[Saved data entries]
= = = = =
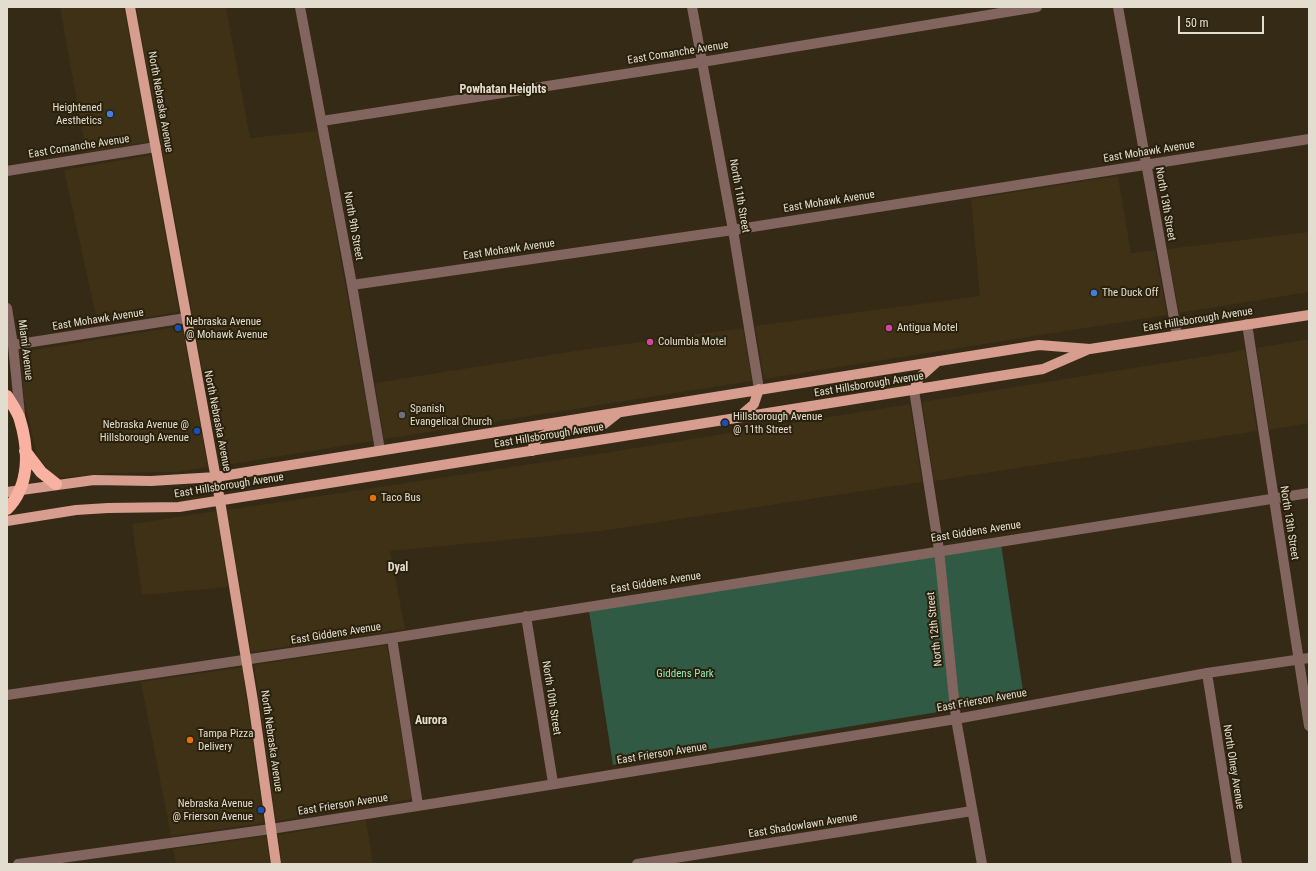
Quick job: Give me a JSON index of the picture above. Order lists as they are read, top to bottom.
{
  "streets": {
    "main road": ["North Nebraska Avenue", "East Hillsborough Avenue"],
    "street": [
      "East Comanche Avenue",
      "East Mohawk Avenue",
      "North 11th Street",
      "North 13th Street",
      "North 9th Street",
      "Miami Avenue",
      "East Giddens Avenue",
      "North 12th Street",
      "North 10th Street",
      "East Frierson Avenue",
      "North Olney Avenue",
      "East Shadowlawn Avenue"
    ]
  },
  "crossings": [
    ["East Comanche Avenue", "North Nebraska Avenue"],
    ["East Comanche Avenue", "North 11th Street"],
    ["East Comanche Avenue", "North 9th Street"],
    ["North Nebraska Avenue", "East Mohawk Avenue"],
    ["North Nebraska Avenue", "East Hillsborough Avenue"],
    ["North Nebraska Avenue", "East Giddens Avenue"],
    ["North Nebraska Avenue", "East Frierson Avenue"],
    ["East Mohawk Avenue", "North 11th Street"],
    ["East Mohawk Avenue", "North 13th Street"],
    ["East Mohawk Avenue", "North 9th Street"],
    ["East Mohawk Avenue", "Miami Avenue"],
    ["North 11th Street", "East Hillsborough Avenue"],
    ["North 13th Street", "East Hillsborough Avenue"],
    ["North 13th Street", "East Giddens Avenue"],
    ["North 13th Street", "East Frierson Avenue"],
    ["North 9th Street", "East Hillsborough Avenue"],
    ["East Hillsborough Avenue", "North 12th Street"],
    ["East Giddens Avenue", "North 12th Street"],
    ["East Giddens Avenue", "North 10th Street"],
    ["North 12th Street", "East Frierson Avenue"],
    ["North 12th Street", "East Shadowlawn Avenue"],
    ["North 10th Street", "East Frierson Avenue"],
    ["East Frierson Avenue", "North Olney Avenue"]
  ],
  "districts": ["Powhatan Heights", "Dyal", "Aurora"],
  "parks": ["Giddens Park"],
  "places": [
    "Heightened Aesthetics",
    "The Duck Off",
    "Nebraska Avenue @ Mohawk Avenue",
    "Antigua Motel",
    "Columbia Motel",
    "Spanish Evangelical Church",
    "Hillsborough Avenue @ 11th Street",
    "Nebraska Avenue @ Hillsborough Avenue",
    "Taco Bus",
    "Tampa Pizza Delivery",
    "Nebraska Avenue @ Frierson Avenue"
  ],
  "scale_bar": "50 m"
}
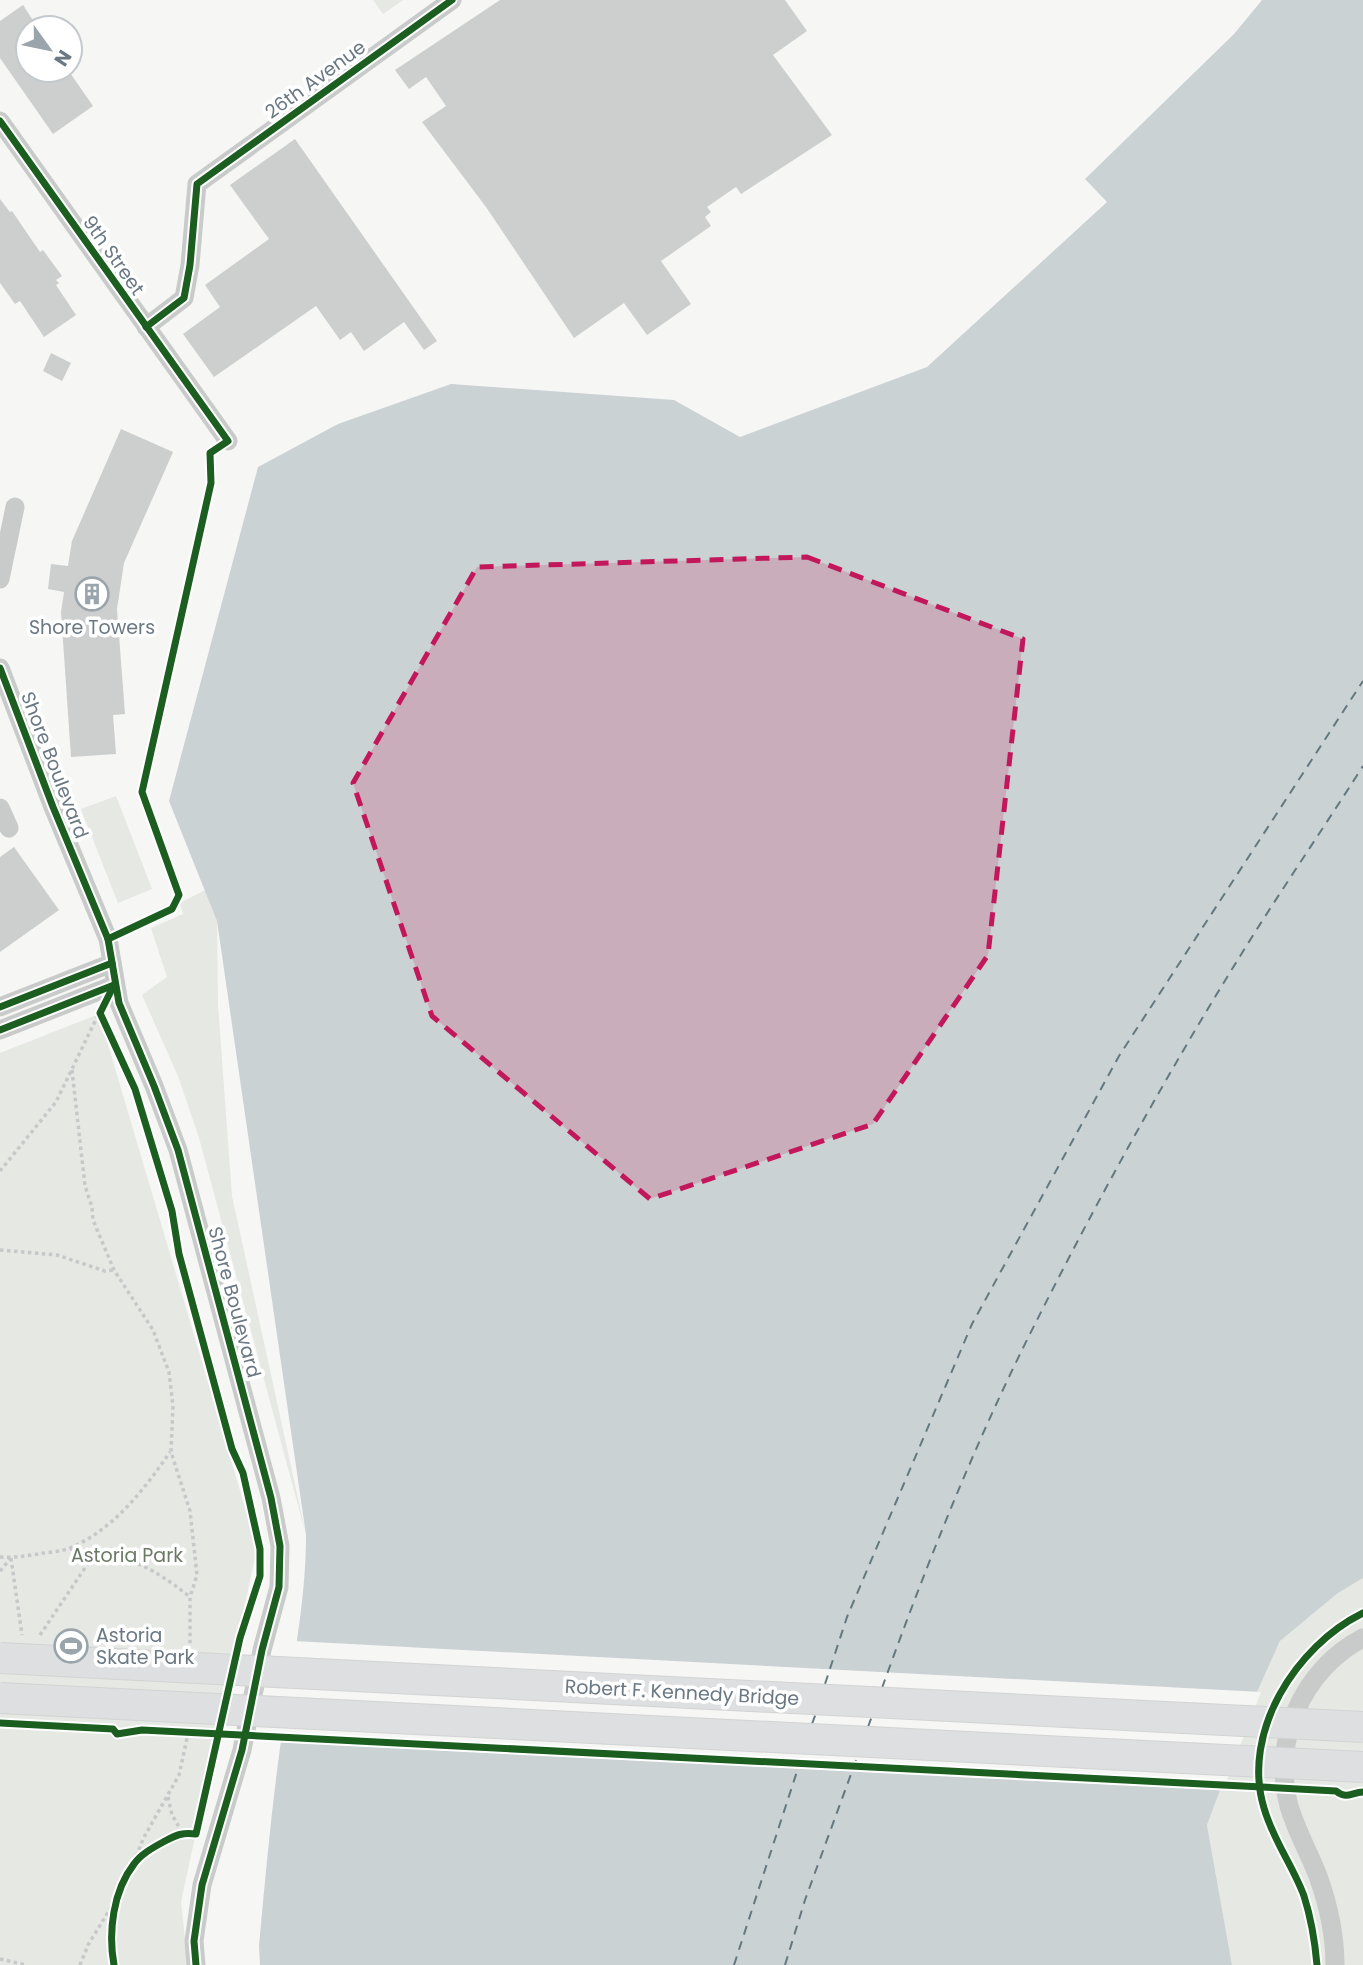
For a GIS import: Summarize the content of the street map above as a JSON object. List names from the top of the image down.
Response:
{
  "streets": {
    "highway": ["Robert F. Kennedy Bridge"],
    "street": ["26th Avenue", "9th Street", "Shore Boulevard"]
  },
  "crossings": [
    ["26th Avenue", "9th Street"]
  ],
  "parks": ["Astoria Park"],
  "places": {
    "building": ["Shore Towers"],
    "sports": ["Astoria Skate Park"]
  },
  "north": "bottom right"
}
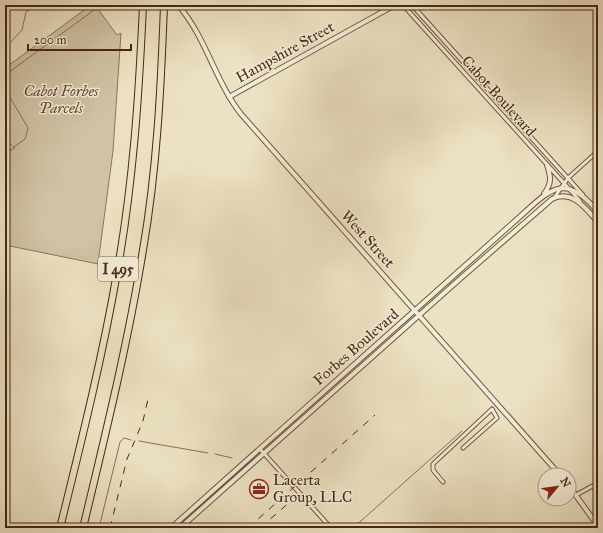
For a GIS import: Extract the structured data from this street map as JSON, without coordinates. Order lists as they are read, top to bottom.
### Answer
{
  "streets": {
    "highway": ["I 495"],
    "street": [
      "Hampshire Street",
      "Cabot Boulevard",
      "West Street",
      "Forbes Boulevard"
    ]
  },
  "crossings": [
    ["Hampshire Street", "West Street"],
    ["West Street", "Forbes Boulevard"]
  ],
  "parks": ["Cabot Forbes Parcels"],
  "places": {
    "office": ["Lacerta Group, LLC"]
  },
  "scale_bar": "200 m",
  "north": "top right"
}
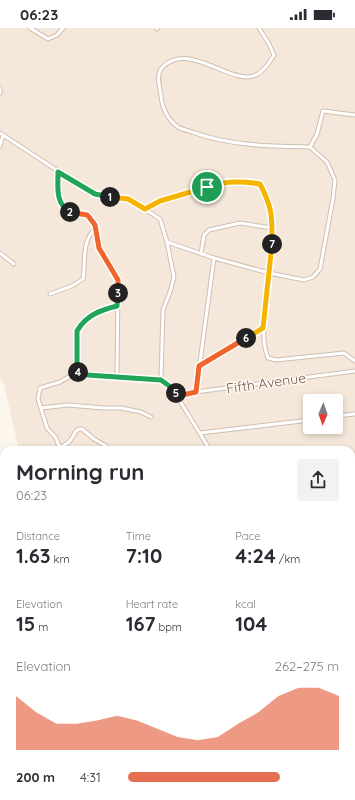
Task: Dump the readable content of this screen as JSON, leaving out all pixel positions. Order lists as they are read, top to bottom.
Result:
{
  "streets": {
    "street": ["Fifth Avenue"]
  },
  "north": "bottom",
  "page": {
    "status": "06:23",
    "pins": [
      "1",
      "2",
      "7",
      "3",
      "6",
      "4",
      "5"
    ],
    "heading": ["Morning run", "06:23"],
    "stats": [
      ["Distance", "1.63 km"],
      ["Time", "7:10"],
      ["Pace", "4:24 /km"],
      ["Elevation", "15 m"],
      ["Heart rate", "167 bpm"],
      ["kcal", "104"]
    ],
    "chart": ["Elevation", "262–275 m"],
    "list": [
      {
        "name": "200 m",
        "note": "4:31"
      }
    ]
  }
}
= = = = =
◆ ASSIGNED TASK ◆
Verbatim output of every entry above is required, though pictures are to be left out.

◆ WRITTEN SOLUTION ◆
Quick job: Give me a JSON index of the picture above. Order lists as they are read, top to bottom.
{
  "streets": {
    "main road": ["North Nebraska Avenue", "East Hillsborough Avenue"],
    "street": [
      "East Comanche Avenue",
      "East Mohawk Avenue",
      "North 11th Street",
      "North 13th Street",
      "North 9th Street",
      "Miami Avenue",
      "East Giddens Avenue",
      "North 12th Street",
      "North 10th Street",
      "East Frierson Avenue",
      "North Olney Avenue",
      "East Shadowlawn Avenue"
    ]
  },
  "crossings": [
    ["East Comanche Avenue", "North Nebraska Avenue"],
    ["East Comanche Avenue", "North 11th Street"],
    ["East Comanche Avenue", "North 9th Street"],
    ["North Nebraska Avenue", "East Mohawk Avenue"],
    ["North Nebraska Avenue", "East Hillsborough Avenue"],
    ["North Nebraska Avenue", "East Giddens Avenue"],
    ["North Nebraska Avenue", "East Frierson Avenue"],
    ["East Mohawk Avenue", "North 11th Street"],
    ["East Mohawk Avenue", "North 13th Street"],
    ["East Mohawk Avenue", "North 9th Street"],
    ["East Mohawk Avenue", "Miami Avenue"],
    ["North 11th Street", "East Hillsborough Avenue"],
    ["North 13th Street", "East Hillsborough Avenue"],
    ["North 13th Street", "East Giddens Avenue"],
    ["North 13th Street", "East Frierson Avenue"],
    ["North 9th Street", "East Hillsborough Avenue"],
    ["East Hillsborough Avenue", "North 12th Street"],
    ["East Giddens Avenue", "North 12th Street"],
    ["East Giddens Avenue", "North 10th Street"],
    ["North 12th Street", "East Frierson Avenue"],
    ["North 12th Street", "East Shadowlawn Avenue"],
    ["North 10th Street", "East Frierson Avenue"],
    ["East Frierson Avenue", "North Olney Avenue"]
  ],
  "districts": ["Powhatan Heights", "Dyal", "Aurora"],
  "parks": ["Giddens Park"],
  "places": [
    "Heightened Aesthetics",
    "The Duck Off",
    "Nebraska Avenue @ Mohawk Avenue",
    "Antigua Motel",
    "Columbia Motel",
    "Spanish Evangelical Church",
    "Hillsborough Avenue @ 11th Street",
    "Nebraska Avenue @ Hillsborough Avenue",
    "Taco Bus",
    "Tampa Pizza Delivery",
    "Nebraska Avenue @ Frierson Avenue"
  ],
  "scale_bar": "50 m"
}
For a GIS import: Summarize the content of the street map above as a JSON object. List names from the top of the image down.
Response:
{
  "streets": {
    "highway": ["Robert F. Kennedy Bridge"],
    "street": ["26th Avenue", "9th Street", "Shore Boulevard"]
  },
  "crossings": [
    ["26th Avenue", "9th Street"]
  ],
  "parks": ["Astoria Park"],
  "places": {
    "building": ["Shore Towers"],
    "sports": ["Astoria Skate Park"]
  },
  "north": "bottom right"
}
For a GIS import: Extract the structured data from this street map as JSON, without coordinates. Order lists as they are read, top to bottom.
### Answer
{
  "streets": {
    "highway": ["I 495"],
    "street": [
      "Hampshire Street",
      "Cabot Boulevard",
      "West Street",
      "Forbes Boulevard"
    ]
  },
  "crossings": [
    ["Hampshire Street", "West Street"],
    ["West Street", "Forbes Boulevard"]
  ],
  "parks": ["Cabot Forbes Parcels"],
  "places": {
    "office": ["Lacerta Group, LLC"]
  },
  "scale_bar": "200 m",
  "north": "top right"
}
Task: Dump the readable content of this screen as JSON, leaving out all pixel positions. Order lists as they are read, top to bottom.
Result:
{
  "streets": {
    "street": ["Fifth Avenue"]
  },
  "north": "bottom",
  "page": {
    "status": "06:23",
    "pins": [
      "1",
      "2",
      "7",
      "3",
      "6",
      "4",
      "5"
    ],
    "heading": ["Morning run", "06:23"],
    "stats": [
      ["Distance", "1.63 km"],
      ["Time", "7:10"],
      ["Pace", "4:24 /km"],
      ["Elevation", "15 m"],
      ["Heart rate", "167 bpm"],
      ["kcal", "104"]
    ],
    "chart": ["Elevation", "262–275 m"],
    "list": [
      {
        "name": "200 m",
        "note": "4:31"
      }
    ]
  }
}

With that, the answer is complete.